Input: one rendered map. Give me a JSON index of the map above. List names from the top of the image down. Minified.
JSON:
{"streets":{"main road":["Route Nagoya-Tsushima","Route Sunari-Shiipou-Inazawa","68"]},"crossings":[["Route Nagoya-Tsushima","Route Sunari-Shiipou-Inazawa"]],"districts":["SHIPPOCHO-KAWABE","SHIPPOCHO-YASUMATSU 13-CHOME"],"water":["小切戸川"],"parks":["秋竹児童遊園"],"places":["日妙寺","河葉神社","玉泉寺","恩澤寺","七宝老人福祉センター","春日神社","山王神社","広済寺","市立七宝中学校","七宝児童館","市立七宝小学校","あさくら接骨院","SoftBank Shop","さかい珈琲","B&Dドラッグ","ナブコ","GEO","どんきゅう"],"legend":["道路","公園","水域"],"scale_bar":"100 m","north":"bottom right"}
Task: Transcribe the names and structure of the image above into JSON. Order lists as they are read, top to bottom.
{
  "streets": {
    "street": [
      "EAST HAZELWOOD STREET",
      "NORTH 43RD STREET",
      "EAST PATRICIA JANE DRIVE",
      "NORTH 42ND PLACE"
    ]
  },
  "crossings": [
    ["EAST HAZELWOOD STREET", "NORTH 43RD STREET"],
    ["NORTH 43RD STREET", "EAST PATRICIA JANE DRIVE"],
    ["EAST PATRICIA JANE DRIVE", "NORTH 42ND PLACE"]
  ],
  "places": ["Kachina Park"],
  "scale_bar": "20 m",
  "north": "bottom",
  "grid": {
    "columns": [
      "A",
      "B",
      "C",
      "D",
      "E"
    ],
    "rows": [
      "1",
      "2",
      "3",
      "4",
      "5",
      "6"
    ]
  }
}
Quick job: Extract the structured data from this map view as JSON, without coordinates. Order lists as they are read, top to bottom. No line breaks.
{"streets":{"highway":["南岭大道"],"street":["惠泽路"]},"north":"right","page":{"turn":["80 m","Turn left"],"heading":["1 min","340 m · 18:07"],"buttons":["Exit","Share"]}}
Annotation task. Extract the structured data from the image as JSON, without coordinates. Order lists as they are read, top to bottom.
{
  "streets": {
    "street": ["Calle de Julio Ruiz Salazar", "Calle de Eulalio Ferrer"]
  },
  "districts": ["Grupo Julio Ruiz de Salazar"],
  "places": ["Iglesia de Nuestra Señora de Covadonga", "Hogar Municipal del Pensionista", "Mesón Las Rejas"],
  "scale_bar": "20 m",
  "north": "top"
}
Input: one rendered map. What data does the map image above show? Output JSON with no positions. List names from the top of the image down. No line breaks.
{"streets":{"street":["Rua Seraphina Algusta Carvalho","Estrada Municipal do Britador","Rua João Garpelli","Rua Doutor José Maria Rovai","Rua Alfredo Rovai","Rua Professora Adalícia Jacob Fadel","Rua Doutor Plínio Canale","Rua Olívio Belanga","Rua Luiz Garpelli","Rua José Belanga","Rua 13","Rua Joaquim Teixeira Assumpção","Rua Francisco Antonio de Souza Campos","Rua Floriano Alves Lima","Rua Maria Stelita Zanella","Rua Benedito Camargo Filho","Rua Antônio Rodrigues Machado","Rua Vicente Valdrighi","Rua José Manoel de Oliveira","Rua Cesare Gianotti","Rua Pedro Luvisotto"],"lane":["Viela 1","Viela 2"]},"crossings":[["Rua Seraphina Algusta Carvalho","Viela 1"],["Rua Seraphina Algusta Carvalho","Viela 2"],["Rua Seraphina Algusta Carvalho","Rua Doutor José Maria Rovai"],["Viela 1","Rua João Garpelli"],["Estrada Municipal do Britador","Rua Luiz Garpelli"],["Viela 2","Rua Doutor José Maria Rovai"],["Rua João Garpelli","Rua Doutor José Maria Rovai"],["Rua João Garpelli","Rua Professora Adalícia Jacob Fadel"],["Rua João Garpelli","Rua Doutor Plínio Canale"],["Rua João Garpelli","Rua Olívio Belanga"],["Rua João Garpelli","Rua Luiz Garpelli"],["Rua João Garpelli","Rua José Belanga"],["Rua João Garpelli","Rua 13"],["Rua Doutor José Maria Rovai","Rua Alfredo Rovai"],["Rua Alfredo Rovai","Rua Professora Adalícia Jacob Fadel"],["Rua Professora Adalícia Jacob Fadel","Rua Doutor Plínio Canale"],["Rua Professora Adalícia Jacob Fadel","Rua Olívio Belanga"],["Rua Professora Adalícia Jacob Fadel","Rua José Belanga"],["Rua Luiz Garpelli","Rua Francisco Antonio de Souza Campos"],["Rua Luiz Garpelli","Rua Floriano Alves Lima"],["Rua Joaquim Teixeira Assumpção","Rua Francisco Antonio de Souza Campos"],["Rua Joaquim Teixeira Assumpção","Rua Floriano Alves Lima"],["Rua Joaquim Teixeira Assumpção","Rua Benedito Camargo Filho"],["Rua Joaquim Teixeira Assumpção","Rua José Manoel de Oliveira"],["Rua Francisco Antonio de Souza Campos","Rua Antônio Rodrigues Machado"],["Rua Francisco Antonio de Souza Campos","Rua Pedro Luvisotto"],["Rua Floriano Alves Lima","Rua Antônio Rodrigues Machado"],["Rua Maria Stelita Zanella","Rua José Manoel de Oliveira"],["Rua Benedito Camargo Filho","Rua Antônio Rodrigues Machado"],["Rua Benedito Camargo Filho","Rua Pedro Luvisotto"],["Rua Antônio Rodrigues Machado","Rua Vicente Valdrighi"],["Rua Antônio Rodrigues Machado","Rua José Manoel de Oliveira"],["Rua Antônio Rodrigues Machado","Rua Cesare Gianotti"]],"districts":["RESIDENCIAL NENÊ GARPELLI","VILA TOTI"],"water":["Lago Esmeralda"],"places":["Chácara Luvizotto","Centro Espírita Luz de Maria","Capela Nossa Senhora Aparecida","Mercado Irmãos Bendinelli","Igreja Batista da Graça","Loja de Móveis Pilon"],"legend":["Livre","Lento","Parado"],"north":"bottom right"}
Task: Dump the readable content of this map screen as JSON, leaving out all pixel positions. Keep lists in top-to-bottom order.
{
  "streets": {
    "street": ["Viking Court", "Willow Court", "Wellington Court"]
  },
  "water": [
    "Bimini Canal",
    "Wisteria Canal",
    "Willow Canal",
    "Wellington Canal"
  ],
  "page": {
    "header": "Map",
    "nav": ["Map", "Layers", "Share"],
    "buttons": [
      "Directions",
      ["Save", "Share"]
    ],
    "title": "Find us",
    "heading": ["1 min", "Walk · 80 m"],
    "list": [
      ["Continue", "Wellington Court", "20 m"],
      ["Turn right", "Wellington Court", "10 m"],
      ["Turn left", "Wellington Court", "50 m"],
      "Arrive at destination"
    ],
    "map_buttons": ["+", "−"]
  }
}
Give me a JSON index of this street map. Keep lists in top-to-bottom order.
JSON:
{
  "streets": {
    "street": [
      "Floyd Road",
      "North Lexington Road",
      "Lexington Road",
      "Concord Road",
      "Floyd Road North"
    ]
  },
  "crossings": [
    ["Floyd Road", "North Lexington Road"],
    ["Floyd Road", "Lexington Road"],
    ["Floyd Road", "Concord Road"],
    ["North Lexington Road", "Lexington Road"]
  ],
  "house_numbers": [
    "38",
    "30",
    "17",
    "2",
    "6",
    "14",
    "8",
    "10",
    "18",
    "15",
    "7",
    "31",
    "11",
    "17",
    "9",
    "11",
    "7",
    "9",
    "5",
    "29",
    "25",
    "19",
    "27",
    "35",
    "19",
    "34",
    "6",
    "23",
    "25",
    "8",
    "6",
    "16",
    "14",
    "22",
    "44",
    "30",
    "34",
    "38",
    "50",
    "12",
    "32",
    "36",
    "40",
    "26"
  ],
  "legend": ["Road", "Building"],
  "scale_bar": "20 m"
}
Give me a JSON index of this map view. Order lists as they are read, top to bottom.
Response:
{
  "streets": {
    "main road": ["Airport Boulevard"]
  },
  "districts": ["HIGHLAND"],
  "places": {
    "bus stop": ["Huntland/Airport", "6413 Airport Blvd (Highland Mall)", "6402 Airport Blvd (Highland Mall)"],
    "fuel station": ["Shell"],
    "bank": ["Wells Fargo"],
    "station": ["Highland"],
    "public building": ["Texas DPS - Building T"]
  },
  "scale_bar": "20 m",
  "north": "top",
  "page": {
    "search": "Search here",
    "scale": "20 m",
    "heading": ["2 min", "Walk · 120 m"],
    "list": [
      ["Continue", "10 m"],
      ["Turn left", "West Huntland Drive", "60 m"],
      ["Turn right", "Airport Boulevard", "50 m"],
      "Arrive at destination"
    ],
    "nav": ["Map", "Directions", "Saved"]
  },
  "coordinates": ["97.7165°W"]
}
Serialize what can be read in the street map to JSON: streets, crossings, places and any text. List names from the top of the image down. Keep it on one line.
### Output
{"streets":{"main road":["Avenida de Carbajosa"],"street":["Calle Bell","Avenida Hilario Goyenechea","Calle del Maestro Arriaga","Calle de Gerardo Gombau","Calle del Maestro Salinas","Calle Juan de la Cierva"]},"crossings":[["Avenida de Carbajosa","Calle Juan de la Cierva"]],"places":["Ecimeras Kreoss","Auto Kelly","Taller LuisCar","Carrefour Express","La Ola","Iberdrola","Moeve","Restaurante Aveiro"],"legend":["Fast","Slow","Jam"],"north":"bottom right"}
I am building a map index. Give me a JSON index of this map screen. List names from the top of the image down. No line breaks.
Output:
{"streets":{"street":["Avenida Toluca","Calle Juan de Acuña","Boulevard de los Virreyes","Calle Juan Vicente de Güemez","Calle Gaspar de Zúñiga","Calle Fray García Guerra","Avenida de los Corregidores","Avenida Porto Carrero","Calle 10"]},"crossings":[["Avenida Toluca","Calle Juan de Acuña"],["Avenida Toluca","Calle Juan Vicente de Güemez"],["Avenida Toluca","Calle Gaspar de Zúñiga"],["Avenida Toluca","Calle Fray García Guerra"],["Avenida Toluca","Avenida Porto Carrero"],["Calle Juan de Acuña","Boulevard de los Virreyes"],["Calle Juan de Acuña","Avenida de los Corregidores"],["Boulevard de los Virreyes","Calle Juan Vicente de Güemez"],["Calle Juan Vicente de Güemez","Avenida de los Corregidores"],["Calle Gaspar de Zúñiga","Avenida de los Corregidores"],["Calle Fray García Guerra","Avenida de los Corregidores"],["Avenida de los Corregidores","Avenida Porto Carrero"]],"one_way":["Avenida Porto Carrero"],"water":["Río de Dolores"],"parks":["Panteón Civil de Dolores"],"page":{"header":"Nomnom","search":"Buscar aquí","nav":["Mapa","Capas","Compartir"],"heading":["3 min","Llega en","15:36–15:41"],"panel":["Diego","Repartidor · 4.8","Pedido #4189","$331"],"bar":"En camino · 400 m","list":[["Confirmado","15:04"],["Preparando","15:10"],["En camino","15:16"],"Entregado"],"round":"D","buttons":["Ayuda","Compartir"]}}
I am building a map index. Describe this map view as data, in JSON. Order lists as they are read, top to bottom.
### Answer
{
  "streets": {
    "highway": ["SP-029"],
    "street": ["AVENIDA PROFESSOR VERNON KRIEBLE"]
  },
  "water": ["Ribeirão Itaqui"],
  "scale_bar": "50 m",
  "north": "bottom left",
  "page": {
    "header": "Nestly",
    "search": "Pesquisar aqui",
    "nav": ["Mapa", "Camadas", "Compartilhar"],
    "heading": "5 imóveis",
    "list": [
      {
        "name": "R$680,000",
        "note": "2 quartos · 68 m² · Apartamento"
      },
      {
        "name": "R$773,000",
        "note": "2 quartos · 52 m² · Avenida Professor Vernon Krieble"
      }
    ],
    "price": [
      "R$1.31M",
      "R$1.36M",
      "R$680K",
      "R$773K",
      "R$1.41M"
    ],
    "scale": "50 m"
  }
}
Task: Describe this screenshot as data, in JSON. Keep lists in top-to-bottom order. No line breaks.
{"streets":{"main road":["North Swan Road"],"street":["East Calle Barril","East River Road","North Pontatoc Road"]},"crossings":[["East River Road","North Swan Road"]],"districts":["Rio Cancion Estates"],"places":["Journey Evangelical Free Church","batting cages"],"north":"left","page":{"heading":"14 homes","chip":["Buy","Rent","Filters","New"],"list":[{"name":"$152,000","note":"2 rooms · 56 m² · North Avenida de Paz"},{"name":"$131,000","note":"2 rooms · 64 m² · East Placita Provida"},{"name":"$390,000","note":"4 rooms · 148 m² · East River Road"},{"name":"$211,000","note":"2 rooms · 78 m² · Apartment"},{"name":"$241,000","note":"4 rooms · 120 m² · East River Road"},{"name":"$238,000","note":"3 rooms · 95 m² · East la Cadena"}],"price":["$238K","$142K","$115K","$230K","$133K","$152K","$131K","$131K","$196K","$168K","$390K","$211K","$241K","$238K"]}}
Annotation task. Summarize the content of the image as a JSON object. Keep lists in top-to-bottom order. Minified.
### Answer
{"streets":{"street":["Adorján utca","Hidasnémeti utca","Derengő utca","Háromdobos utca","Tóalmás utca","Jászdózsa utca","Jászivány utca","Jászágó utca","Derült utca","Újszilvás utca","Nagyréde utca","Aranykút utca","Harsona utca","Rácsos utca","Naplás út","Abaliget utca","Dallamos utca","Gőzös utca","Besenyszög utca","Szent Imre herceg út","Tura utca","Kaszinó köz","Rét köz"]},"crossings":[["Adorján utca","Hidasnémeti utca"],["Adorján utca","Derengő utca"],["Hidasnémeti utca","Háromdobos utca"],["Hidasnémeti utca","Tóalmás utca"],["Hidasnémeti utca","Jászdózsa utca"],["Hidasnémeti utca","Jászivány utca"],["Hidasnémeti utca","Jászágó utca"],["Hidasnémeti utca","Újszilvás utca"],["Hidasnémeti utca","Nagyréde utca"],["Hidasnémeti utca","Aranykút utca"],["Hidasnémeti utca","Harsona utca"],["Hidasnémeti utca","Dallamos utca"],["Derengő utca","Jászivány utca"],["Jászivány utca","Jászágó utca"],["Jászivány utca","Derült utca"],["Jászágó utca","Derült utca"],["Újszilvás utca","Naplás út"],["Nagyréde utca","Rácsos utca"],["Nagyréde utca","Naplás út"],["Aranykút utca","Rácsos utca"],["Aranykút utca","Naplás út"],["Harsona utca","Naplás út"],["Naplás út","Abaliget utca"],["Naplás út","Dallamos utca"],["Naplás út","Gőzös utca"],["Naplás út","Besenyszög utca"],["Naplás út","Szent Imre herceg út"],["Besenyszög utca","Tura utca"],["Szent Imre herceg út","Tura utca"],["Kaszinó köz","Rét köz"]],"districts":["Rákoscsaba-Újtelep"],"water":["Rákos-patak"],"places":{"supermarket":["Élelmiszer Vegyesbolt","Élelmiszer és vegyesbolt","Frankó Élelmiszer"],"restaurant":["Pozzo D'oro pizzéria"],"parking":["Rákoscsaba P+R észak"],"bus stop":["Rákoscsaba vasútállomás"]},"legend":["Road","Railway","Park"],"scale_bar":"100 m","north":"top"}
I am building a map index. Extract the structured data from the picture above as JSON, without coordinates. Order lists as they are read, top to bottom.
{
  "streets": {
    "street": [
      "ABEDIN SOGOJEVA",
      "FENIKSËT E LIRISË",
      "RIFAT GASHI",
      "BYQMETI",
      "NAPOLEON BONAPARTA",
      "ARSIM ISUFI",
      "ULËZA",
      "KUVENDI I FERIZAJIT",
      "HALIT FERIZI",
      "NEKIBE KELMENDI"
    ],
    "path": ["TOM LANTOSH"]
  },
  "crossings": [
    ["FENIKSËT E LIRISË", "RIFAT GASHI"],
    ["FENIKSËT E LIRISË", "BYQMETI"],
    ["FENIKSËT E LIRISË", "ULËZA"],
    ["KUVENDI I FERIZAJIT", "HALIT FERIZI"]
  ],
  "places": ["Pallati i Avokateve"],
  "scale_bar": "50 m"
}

> WHAT IS EXPECTED
In the records above, find every line with the word "rendered" and copy it.

> REPLY TO THE EXERCISE
Input: one rendered map. Give me a JSON index of the map above. List names from the top of the image down. Minified.
Input: one rendered map. What data does the map image above show? Output JSON with no positions. List names from the top of the image down. No line breaks.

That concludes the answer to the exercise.